East Lansing’s City Charter, which can only be changed by voter approval, spells out the role of City Attorney, requiring that “written opinions” be provided when requested and then filed with the City Clerk:
“The City Attorney shall act as legal advisor to, and attorney and counsel for, the Council and all its members in matters relating to their official duties. He or she shall give written opinions to any official or department of the City when requested in writing by the Council or the City Manager, and shall file a copy of the formal opinion(s) with the City Clerk, who shall maintain the formal opinions of the City Attorney in chronological order by year, in loose leaf form.”
Yet in June 2021, when ELi reviewed the legal opinions kept on file by the Clerk, we discovered there were no opinions from Foster Swift in the file, despite the firm having been City Attorney for roughly eight months at that point.
When ELi has attempted to obtain all written opinions of the Foster Swift City Attorneys via the Freedom of Information Act, we have been told we cannot see anything — not even the subjects of requests or who made the requests.
ELi inquired with Mike Homier, an attorney for Foster Swift who also serves as one of the main City Attorneys for East Lansing, about the lack of written opinions on file with the Clerk.
“As City Attorney,” Homier wrote, “we regularly advise the City on legal matters – sometimes in writing, and sometimes via telephone or video conference. That legal advice is subject to the attorney-client privilege. To our knowledge, none of that advice has fallen within the scope of Section 7.6 [of the City Charter], which refers to formal written opinions requested in writing by the Council or City Manager.”
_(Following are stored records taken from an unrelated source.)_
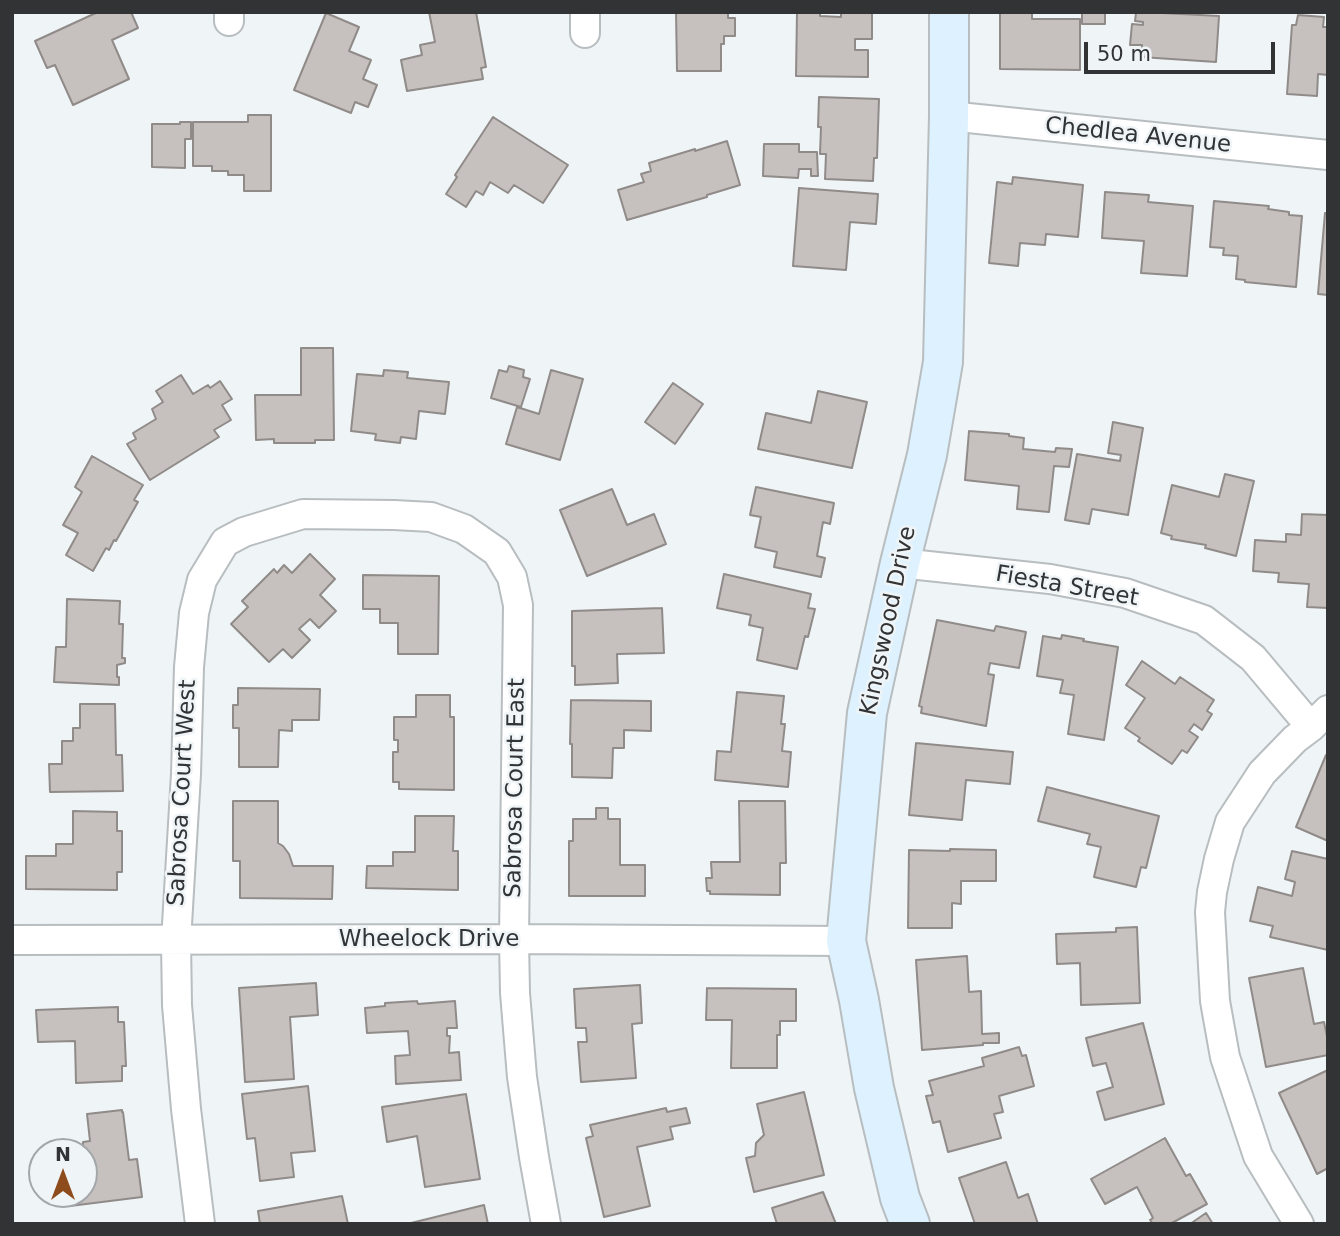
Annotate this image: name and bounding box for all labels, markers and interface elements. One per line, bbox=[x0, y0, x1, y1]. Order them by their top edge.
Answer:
scale bar bbox=[1088, 28, 1279, 72]
text: 50 m bbox=[1097, 42, 1151, 66]
street label: Chedlea Avenue bbox=[1044, 113, 1232, 159]
street label: Kingswood Drive bbox=[855, 524, 923, 718]
street label: Fiesta Street bbox=[994, 561, 1140, 613]
street label: Sabrosa Court East bbox=[500, 678, 532, 898]
street label: Sabrosa Court West bbox=[163, 679, 203, 907]
street label: Wheelock Drive bbox=[339, 926, 519, 954]
north arrow bbox=[28, 1138, 98, 1208]
text: N bbox=[55, 1143, 71, 1165]

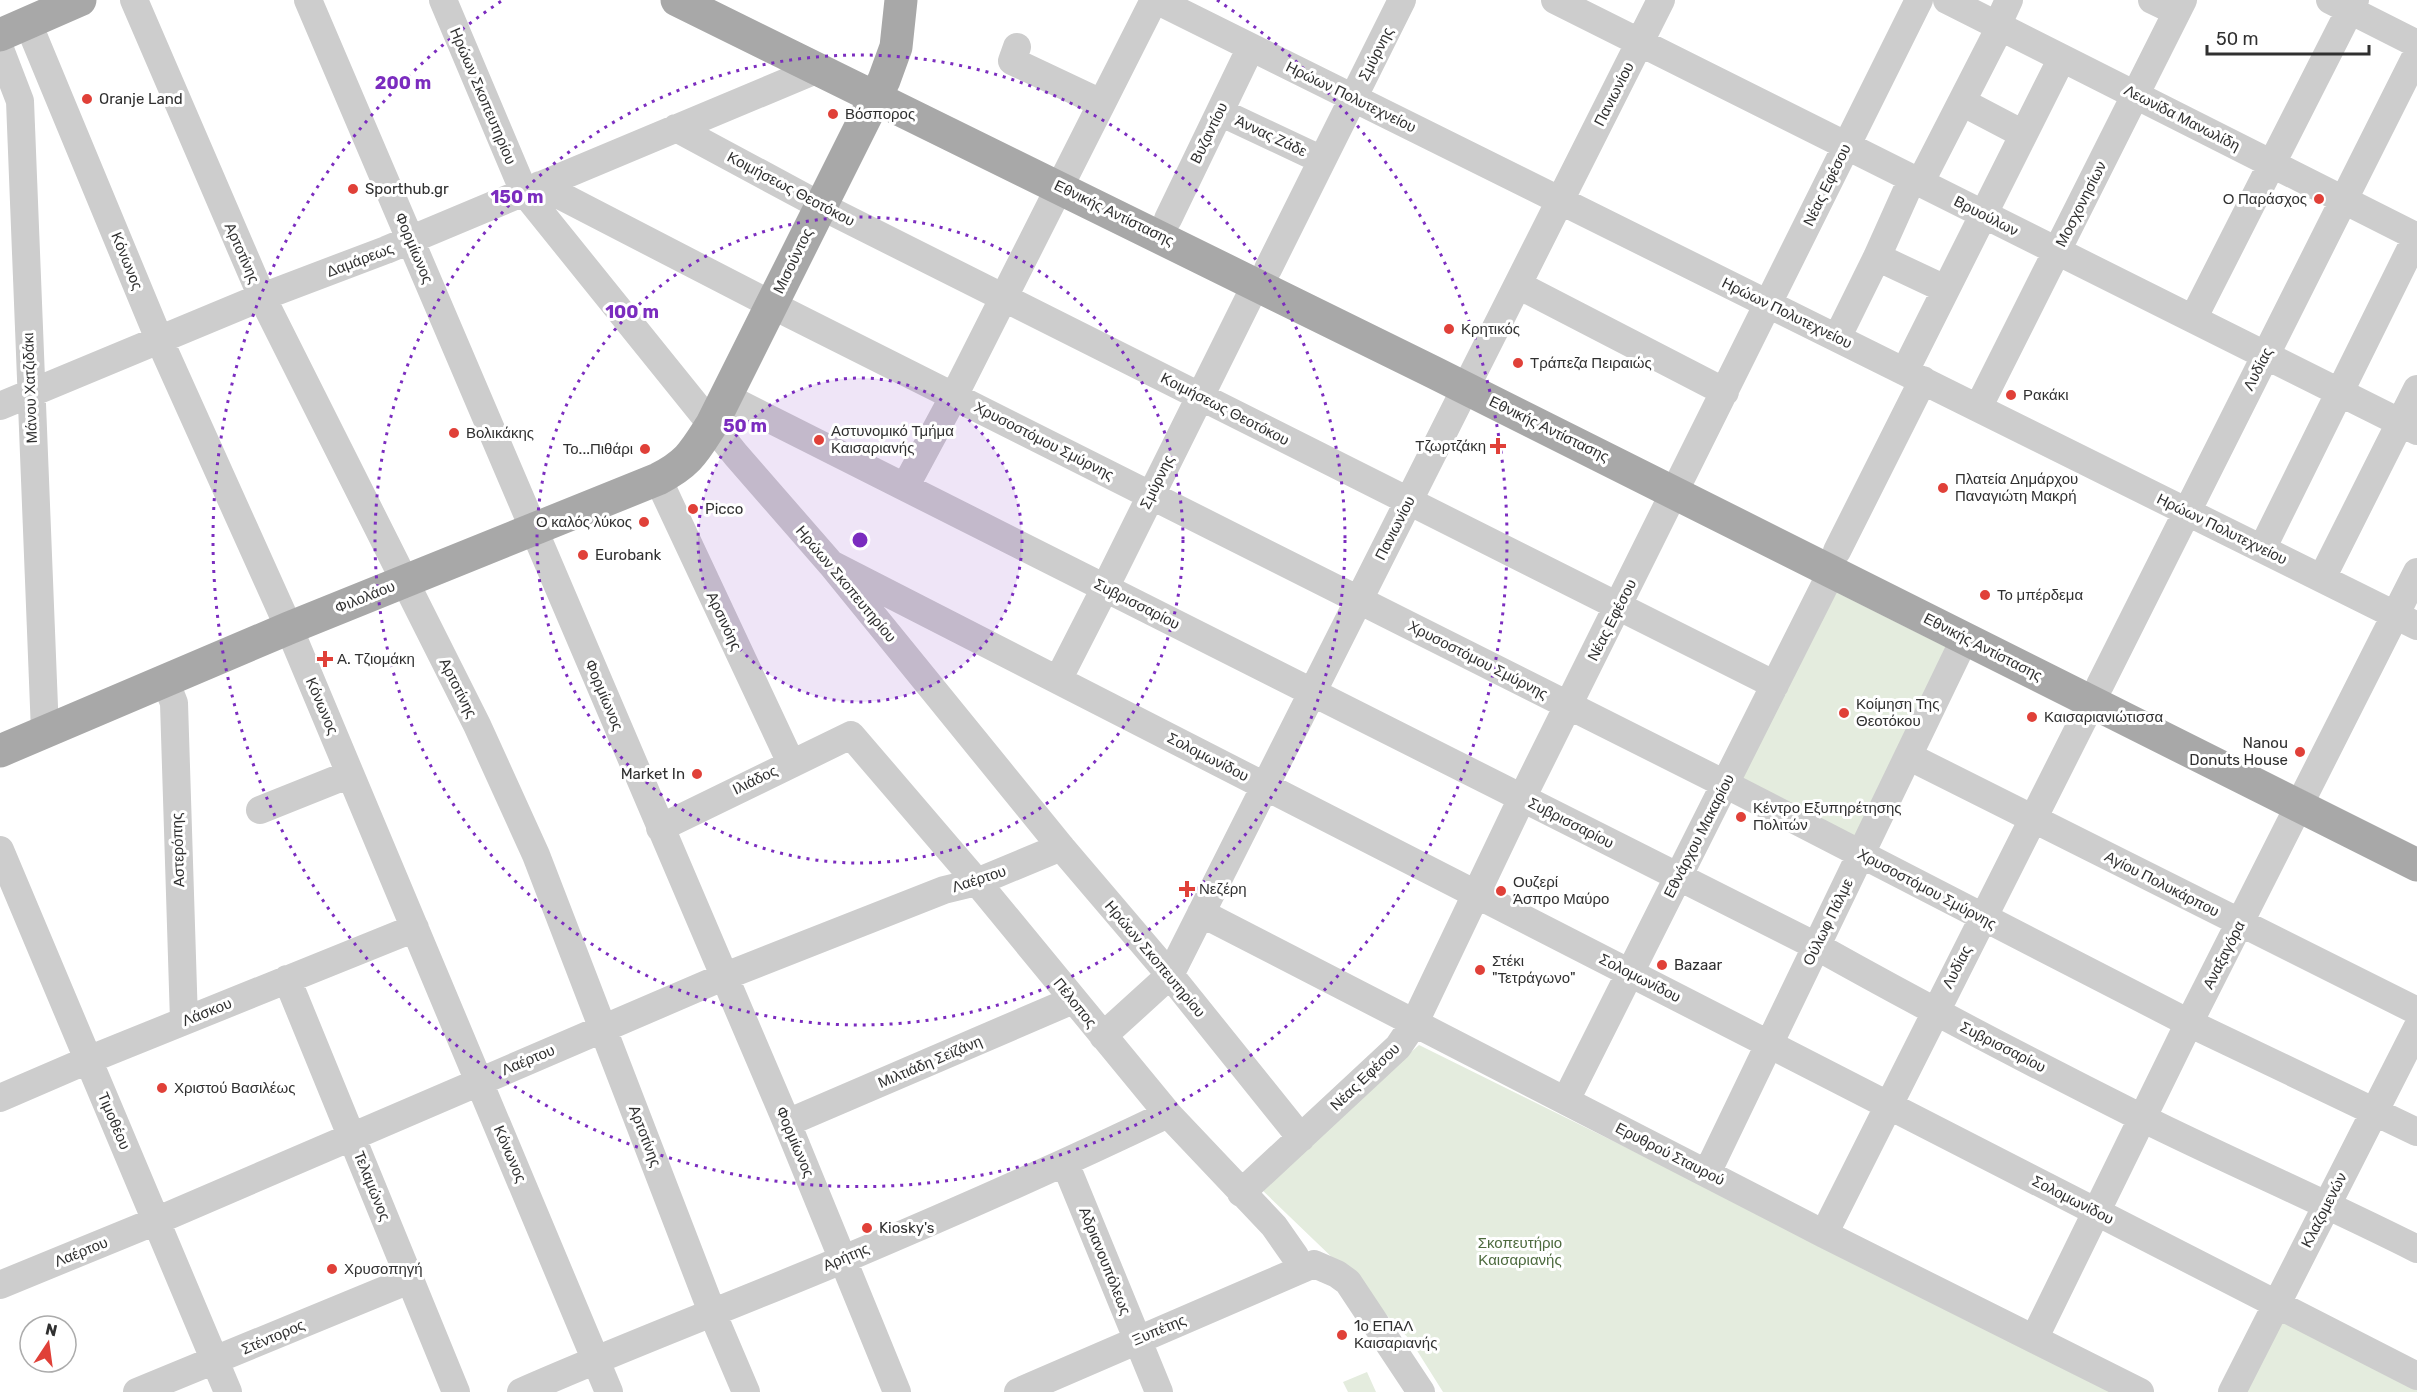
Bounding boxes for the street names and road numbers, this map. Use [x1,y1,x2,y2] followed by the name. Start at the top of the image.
[1355,24,1397,84] street label: Σμύρνης
[446,25,520,167] street label: Ηρώων Σκοπευτηρίου
[1283,58,1419,136] street label: Ηρώων Πολυτεχνείου
[1590,59,1638,129] street label: Πανιωνίου
[2121,81,2243,155] street label: Λεωνίδα Μανωλίδη
[1186,99,1232,167] street label: Βυζαντίου
[1232,112,1310,161] street label: Άννας Ζάδε
[1799,141,1855,229] street label: Νέας Εφέσου
[724,148,858,230] street label: Κοιμήσεως Θεοτόκου
[2052,158,2110,250] street label: Μοσχονησίων
[1051,176,1177,250] street label: Εθνικής Αντίστασης
[1951,192,2021,240] street label: Βρυούλων
[391,210,437,286] street label: Φορμίωνος
[221,220,263,286] street label: Αρτοτίνης
[769,225,817,297] street label: Μισούντος
[107,230,147,292] street label: Κόνωνος
[324,239,396,281] street label: Δαμάρεως
[1719,274,1855,352] street label: Ηρώων Πολυτεχνείου
[19,332,41,444] street label: Μάνου Χατζιδάκι
[2240,345,2276,393] street label: Λυδίας
[1158,369,1292,449] street label: Κοιμήσεως Θεοτόκου
[1486,392,1612,466] street label: Εθνικής Αντίστασης
[971,398,1117,484] street label: Χρυσοστόμου Σμύρνης
[1136,452,1178,512] street label: Σμύρνης
[2154,490,2290,568] street label: Ηρώων Πολυτεχνείου
[1371,493,1419,563] street label: Πανιωνίου
[792,522,900,646] street label: Ηρώων Σκοπευτηρίου
[1091,575,1183,633] street label: Συβρισσαρίου
[1584,576,1640,664] street label: Νέας Εφέσου
[332,577,398,617] street label: Φιλολάου
[703,589,745,653] street label: Αρσινόης
[1921,609,2045,685] street label: Εθνικής Αντίστασης
[1405,617,1551,703] street label: Χρυσοστόμου Σμύρνης
[435,655,481,721] street label: Αρτοτίνης
[581,657,627,733] street label: Φορμίωνος
[302,675,342,737] street label: Κόνωνος
[1164,729,1252,785] street label: Σολομωνίδου
[730,761,780,799] street label: Ιλιάδος
[1660,771,1738,901] street label: Εθνάρχου Μακαρίου
[1525,794,1617,852] street label: Συβρισσαρίου
[168,812,188,888] street label: Αστερόπης
[1855,845,1999,933] street label: Χρυσοστόμου Σμύρνης
[2102,847,2222,921] street label: Αγίου Πολυκάρπου
[950,862,1008,896] street label: Λαέρτου
[1799,875,1857,968] street label: Ούλωφ Πάλμε
[1101,897,1209,1021] street label: Ηρώων Σκοπευτηρίου
[2199,918,2249,992] street label: Αναξαγόρα
[1939,943,1975,991] street label: Λυδίας
[1596,950,1684,1006] street label: Σολομωνίδου
[1050,975,1100,1031] street label: Πέλοπος
[180,994,234,1030] street label: Λάσκου
[1957,1018,2049,1076] street label: Συβρισσαρίου
[875,1032,985,1092] street label: Μιλτιάδη Σεϊζάνη
[1327,1039,1403,1115] street label: Νέας Εφέσου
[499,1041,557,1079] street label: Λαέρτου
[94,1090,134,1152] street label: Τιμοθέου
[625,1103,665,1169] street label: Αρτοτίνης
[772,1104,818,1180] street label: Φορμίωνος
[1612,1119,1728,1189] street label: Ερυθρού Σταυρού
[490,1123,530,1185] street label: Κόνωνος
[350,1149,394,1223] street label: Τελαμώνος
[2297,1169,2351,1251] street label: Κλαζομενών
[2029,1172,2117,1228] street label: Σολομωνίδου
[1075,1205,1135,1317] street label: Αδριανουπόλεως
[52,1233,110,1271] street label: Λαέρτου
[820,1239,872,1275] street label: Αρήτης
[1129,1311,1189,1349] street label: Ξυπέτης
[239,1316,307,1358] street label: Στέντορος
So, Homier says, the City Attorney has provided advice, but not any supposed “formal written opinions” as he believes them to be envisioned by that section of the City Charter.
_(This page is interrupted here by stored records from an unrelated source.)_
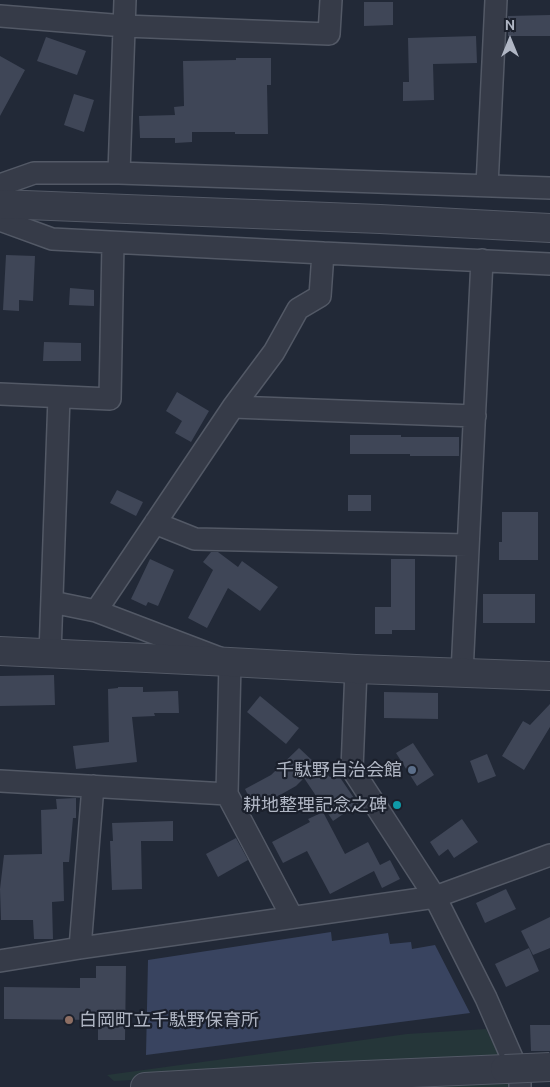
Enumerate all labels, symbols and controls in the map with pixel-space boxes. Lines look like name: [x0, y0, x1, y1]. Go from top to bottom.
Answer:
north arrow: [485, 15, 535, 65]
text: N: [505, 17, 515, 33]
place label: 千駄野自治会館: [276, 759, 402, 781]
marker: 千駄野自治会館: [406, 764, 418, 776]
place label: 耕地整理記念之碑: [243, 794, 387, 816]
marker: 耕地整理記念之碑: [391, 799, 403, 811]
place label: 白岡町立千駄野保育所: [79, 1009, 259, 1031]
marker: 白岡町立千駄野保育所: [63, 1014, 75, 1026]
Homier continued, “In our view, this section of the Charter contemplates that the Council or City Manager can request in writing a formal opinion that is intended to be released to the public. A legal opinion does not fall within the scope of Section 7.6 simply because it is on Foster Swift letterhead.”
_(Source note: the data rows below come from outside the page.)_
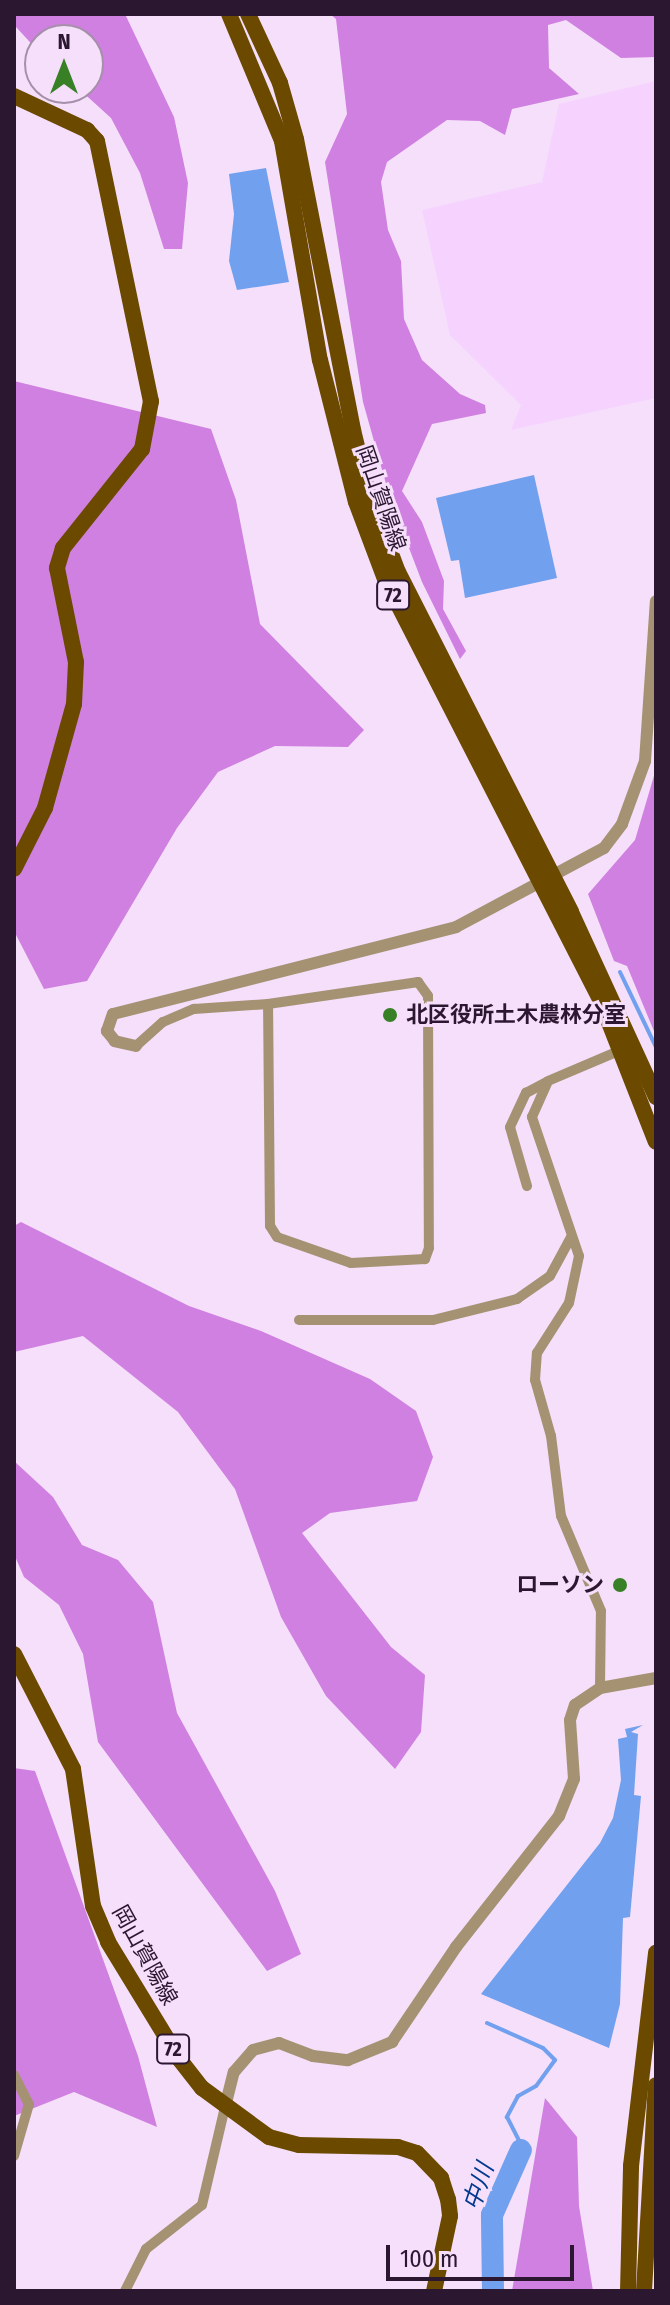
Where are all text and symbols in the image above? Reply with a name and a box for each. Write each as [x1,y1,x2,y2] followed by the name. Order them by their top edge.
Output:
[24,24,104,104] north arrow
[57,28,71,55] text: N
[351,442,411,554] street label: 岡山賀陽線
[375,579,411,611] road number: 72
[406,1002,626,1028] place label: 北区役所土木農林分室
[381,1006,399,1024] marker: 北区役所土木農林分室
[516,1572,604,1598] place label: ローソン
[611,1576,629,1594] marker: ローソン
[107,1900,183,2010] street label: 岡山賀陽線
[155,2033,191,2065] road number: 72
[458,2160,500,2214] water label: 中川
[390,2229,578,2279] scale bar
[400,2245,458,2273] text: 100 m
Homier added that he doesn’t think they’re doing anything differently than Yeadon did. But the practice of not filing anything with the City Clerk does, in fact, appear to be a deviation from past practices of prior City Attorneys, including most recently Yeadon.
ELi’s review of the file of legal opinions kept by the Clerk show that former City Attorney Tom Yeadon had filed a number of written opinions with the Clerk, as had his predecessor, Dennis McGinty. Moreover, both Yeadon and McGinty regularly released opinions in draft Council agenda packets without waiting for a vote of approval of Council.
City Council is currently in the process of potentially replacing Foster Swift as City Attorney, putting out a Request for Proposals (RFP) for legal representation after reaching an impasse in contract renegotiations with Foster Swift.